Esse abacateiro, ponto inocente de choque, pouco tempo depois, foi punido, sem aviso prévio, sem direito a defesa, tempos de ditadura. Cortaram-lhe o tronco, separaram-lhe alguns galhos, mas por algumas semanas, até se completar seu desmantelamento, a estrutura restante serviu para a meninada viajar de navio pelo mundo. Antes de virar lenha serviu à fértil imaginação da criançada. Pode-se dizer que teve um nobre final.
A febre de destruição na casa, porém, era uma anarquia consentida. Sem qualquer oposição dos adultos, as crianças leram a mensagem subliminar: os discos 78 eram o passado. Na sala de visitas reformada, tacos raspados e cuidadosamente encerados, os pais se deliciavam com a eletrola nova. Era de pau-marfim, comprada na loja do Marcondes Machado. Passavam o sábado escutando as coleções de "long-playing", os famosos " lps" trazidos pelo correio, acondicionados em caixas delicadas, cheirando a novo. Estava se iniciando em Pitangui a hegemonia dos discos de 33 e 45 rotações, hegemonia que iria durar até a chegada dos cds, nos anos 90. Era o sinal dado para que os pesados discos de 78 rotações, fabricados com cera de carnaúba, fossem sacrificados para sempre.

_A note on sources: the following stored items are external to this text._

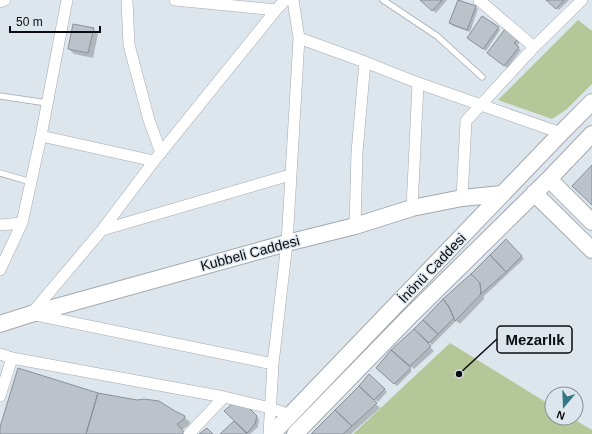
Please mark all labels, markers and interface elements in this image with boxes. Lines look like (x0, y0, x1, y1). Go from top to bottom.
scale bar (10, 8, 100, 34)
text: 50 m (16, 15, 43, 29)
street label: İnönü Caddesi (394, 229, 469, 306)
street label: Kubbeli Caddesi (199, 232, 301, 274)
callout: Mezarlık (497, 326, 572, 353)
text: Mezarlık (505, 331, 565, 348)
north arrow (544, 386, 584, 426)
text: N (555, 408, 566, 422)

Um dos meninos, no entanto, ficou triste. Havia um disco de um amigo de seu pai que também tinha entrado naquela dança maluca. Um disco de um pitanguiense, conhecido da família, dado de presente, com dedicatória e tudo. Foi um descuido paterno, evidentemente. Tinha que estar separado dos outros. Mas não estava, jaziam nos pés do abacateiro os seus cacos irrecuperáveis. O pai ia se zangar de verdade, porque era o disco do Patesko. Chamava-se " Casamento no Uruguai", marchinha avançadinha para os meios conservadores de Pitangui na época. Mas fazia sucesso no carnaval.

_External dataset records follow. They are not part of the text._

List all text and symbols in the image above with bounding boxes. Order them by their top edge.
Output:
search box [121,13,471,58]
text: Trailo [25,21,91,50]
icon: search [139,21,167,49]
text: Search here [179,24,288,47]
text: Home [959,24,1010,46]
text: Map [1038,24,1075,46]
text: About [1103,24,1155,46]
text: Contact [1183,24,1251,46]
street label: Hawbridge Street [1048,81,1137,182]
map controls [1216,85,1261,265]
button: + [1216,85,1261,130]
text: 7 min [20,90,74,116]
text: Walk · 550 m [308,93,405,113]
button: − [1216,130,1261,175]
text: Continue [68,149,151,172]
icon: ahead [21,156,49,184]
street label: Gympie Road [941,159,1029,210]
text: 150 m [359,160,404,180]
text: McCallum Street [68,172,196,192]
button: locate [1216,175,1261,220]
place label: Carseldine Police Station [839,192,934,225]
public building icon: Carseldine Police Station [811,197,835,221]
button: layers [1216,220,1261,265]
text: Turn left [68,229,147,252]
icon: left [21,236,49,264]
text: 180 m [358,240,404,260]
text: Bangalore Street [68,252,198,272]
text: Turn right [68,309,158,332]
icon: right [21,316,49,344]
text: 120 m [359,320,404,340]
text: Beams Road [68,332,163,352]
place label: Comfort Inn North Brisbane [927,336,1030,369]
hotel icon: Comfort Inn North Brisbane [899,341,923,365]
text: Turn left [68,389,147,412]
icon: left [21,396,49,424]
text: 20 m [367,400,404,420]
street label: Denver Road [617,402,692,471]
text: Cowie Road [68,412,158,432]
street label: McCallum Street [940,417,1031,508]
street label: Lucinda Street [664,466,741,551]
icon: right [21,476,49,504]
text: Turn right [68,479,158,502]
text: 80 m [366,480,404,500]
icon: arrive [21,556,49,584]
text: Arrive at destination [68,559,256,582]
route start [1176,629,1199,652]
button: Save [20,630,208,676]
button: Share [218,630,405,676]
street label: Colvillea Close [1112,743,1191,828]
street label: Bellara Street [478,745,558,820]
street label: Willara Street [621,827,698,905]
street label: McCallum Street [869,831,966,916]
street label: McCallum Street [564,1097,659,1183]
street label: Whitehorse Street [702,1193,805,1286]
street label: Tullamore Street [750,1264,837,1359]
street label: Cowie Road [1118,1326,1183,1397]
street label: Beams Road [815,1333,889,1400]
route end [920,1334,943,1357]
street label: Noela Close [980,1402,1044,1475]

De boa memória, o menino reconstruiu, pelo menos, a letra, já que os caquinhos não serviam para nada:
"Tenho mulher sou até pai
Mas pego outra e vou casar lá no Uruguai.
Eu quero ser igual sultão,
Juntar mulher como se junta tostão.
Quero mulher grande ou pequena
Seja rica ou seja pobre, seja loura ou morena
Mas ai! Há um perigo:
Em cada mulher nova sogra eu consigo."
O disco se espatifou, desapareceu, mas o menino reconstruiu a letra da música do amigo de seu pai. Quem sabe, um dia, vai encontrar, de novo aquele 78 rotações voltando do passado.
(Homenagem a Patesko, José Nunes de Oliveira, um dos maiores compositores de Minas Gerais)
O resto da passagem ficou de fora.